**MATERIAL FOR THE TASK:**
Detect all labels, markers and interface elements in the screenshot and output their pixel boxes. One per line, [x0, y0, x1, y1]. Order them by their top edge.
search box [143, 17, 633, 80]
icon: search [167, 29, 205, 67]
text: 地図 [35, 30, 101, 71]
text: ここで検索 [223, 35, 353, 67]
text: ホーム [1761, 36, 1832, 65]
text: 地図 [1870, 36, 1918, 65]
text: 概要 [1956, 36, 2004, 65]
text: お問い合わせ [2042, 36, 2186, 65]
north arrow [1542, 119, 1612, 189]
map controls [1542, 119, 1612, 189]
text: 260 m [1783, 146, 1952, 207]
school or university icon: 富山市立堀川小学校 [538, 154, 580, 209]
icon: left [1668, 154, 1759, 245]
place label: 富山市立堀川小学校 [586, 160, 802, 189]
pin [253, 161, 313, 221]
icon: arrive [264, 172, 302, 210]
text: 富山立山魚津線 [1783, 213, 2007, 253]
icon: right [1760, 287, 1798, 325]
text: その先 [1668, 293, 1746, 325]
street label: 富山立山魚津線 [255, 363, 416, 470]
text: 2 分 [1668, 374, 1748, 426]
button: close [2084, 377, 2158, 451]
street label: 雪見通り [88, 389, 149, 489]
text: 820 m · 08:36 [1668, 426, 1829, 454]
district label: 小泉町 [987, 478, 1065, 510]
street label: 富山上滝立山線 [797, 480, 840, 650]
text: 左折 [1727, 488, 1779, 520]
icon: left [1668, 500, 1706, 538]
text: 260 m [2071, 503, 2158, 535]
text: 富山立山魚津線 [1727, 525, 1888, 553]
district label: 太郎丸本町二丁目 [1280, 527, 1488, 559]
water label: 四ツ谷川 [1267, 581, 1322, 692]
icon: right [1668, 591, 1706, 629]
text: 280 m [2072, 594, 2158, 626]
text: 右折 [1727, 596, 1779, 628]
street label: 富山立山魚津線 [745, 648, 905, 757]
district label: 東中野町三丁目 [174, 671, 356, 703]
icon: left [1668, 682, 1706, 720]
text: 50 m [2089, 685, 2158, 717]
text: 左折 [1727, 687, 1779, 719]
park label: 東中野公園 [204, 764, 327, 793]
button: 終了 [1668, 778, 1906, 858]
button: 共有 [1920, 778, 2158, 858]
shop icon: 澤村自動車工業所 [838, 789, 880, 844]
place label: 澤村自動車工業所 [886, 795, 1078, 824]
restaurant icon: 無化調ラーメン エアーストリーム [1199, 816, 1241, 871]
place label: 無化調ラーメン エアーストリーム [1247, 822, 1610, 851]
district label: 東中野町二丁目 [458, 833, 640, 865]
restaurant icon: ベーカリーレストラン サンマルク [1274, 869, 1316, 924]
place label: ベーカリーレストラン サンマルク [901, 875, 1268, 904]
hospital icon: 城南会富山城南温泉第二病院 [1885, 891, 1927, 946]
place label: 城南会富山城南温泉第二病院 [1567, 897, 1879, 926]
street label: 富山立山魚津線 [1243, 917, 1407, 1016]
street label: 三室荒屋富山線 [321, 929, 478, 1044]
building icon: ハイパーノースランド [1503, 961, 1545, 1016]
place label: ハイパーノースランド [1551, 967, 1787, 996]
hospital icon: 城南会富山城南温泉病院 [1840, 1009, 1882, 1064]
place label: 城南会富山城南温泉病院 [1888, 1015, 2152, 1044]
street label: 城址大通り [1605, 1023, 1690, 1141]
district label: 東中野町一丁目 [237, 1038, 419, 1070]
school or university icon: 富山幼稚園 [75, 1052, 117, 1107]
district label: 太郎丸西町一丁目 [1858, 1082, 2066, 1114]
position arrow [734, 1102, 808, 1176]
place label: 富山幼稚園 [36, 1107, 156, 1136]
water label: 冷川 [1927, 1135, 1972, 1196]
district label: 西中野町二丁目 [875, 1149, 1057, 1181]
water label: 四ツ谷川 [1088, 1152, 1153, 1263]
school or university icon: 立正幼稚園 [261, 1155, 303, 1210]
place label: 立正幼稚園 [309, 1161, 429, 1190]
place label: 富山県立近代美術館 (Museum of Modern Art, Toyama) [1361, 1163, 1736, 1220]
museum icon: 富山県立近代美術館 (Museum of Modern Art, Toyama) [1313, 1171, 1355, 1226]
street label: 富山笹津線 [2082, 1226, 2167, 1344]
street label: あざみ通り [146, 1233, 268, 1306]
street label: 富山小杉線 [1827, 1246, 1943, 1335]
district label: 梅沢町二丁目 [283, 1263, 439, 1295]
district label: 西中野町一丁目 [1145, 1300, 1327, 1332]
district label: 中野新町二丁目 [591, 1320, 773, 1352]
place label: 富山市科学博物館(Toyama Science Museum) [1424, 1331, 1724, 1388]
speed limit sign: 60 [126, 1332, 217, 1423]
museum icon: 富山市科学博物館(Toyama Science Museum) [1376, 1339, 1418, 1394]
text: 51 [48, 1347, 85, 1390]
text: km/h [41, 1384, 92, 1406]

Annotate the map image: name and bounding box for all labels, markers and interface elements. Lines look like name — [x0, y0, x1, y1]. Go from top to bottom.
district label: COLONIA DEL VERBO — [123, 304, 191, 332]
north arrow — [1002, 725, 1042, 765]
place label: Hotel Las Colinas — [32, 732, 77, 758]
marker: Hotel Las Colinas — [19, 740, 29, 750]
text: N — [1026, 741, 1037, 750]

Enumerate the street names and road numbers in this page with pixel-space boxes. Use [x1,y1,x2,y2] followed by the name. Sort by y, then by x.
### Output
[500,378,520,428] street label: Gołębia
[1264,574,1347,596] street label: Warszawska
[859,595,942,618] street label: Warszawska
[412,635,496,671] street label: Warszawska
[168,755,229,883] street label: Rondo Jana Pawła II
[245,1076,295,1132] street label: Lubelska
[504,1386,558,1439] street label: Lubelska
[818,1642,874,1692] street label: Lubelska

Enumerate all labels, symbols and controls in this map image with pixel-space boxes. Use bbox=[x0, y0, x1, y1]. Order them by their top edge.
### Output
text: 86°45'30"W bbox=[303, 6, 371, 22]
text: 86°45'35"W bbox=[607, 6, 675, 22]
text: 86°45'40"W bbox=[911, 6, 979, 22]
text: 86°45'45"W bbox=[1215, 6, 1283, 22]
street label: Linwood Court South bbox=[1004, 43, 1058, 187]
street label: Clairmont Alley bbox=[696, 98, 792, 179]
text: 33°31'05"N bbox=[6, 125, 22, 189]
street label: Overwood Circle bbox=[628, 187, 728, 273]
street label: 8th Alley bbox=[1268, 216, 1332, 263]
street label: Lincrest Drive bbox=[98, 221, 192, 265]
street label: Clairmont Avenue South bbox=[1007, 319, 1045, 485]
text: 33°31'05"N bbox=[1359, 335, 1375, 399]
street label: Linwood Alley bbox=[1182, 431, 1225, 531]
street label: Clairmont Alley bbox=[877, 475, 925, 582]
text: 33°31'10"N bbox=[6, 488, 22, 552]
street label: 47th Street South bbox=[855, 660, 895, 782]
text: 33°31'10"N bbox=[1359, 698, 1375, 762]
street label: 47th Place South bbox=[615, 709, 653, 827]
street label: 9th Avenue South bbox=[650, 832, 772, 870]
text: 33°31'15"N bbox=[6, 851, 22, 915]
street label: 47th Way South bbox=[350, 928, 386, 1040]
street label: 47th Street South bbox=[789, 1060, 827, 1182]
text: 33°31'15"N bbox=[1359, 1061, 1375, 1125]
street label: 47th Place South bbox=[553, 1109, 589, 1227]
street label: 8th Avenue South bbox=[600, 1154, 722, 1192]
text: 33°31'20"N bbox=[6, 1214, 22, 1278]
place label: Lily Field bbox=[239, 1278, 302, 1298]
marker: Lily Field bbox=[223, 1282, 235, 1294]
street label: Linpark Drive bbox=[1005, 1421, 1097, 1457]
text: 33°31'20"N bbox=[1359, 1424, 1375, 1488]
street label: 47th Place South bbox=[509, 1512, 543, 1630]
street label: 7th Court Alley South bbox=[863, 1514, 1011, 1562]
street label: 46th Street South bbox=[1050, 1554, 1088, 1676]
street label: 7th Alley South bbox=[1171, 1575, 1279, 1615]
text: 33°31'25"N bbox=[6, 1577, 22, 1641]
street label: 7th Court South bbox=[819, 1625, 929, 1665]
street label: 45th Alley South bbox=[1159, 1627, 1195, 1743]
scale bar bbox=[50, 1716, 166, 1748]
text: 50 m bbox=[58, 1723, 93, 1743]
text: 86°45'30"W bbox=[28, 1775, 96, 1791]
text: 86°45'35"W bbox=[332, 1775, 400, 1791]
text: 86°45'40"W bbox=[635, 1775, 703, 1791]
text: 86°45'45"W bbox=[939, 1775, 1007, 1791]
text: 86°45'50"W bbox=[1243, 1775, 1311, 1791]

**PROBLEM:** Restate word for word the entries above from the line with "Enumerate the street" through the line with "Enumerate all labels, symbols", inclusive, leaving out everything else.

**ANSWER TO THIS TASK:**
Enumerate the street names and road numbers in this page with pixel-space boxes. Use [x1,y1,x2,y2] followed by the name. Sort by y, then by x.
### Output
[500,378,520,428] street label: Gołębia
[1264,574,1347,596] street label: Warszawska
[859,595,942,618] street label: Warszawska
[412,635,496,671] street label: Warszawska
[168,755,229,883] street label: Rondo Jana Pawła II
[245,1076,295,1132] street label: Lubelska
[504,1386,558,1439] street label: Lubelska
[818,1642,874,1692] street label: Lubelska

Enumerate all labels, symbols and controls in this map image with pixel-space boxes. Use bbox=[x0, y0, x1, y1]. Order them by their top edge.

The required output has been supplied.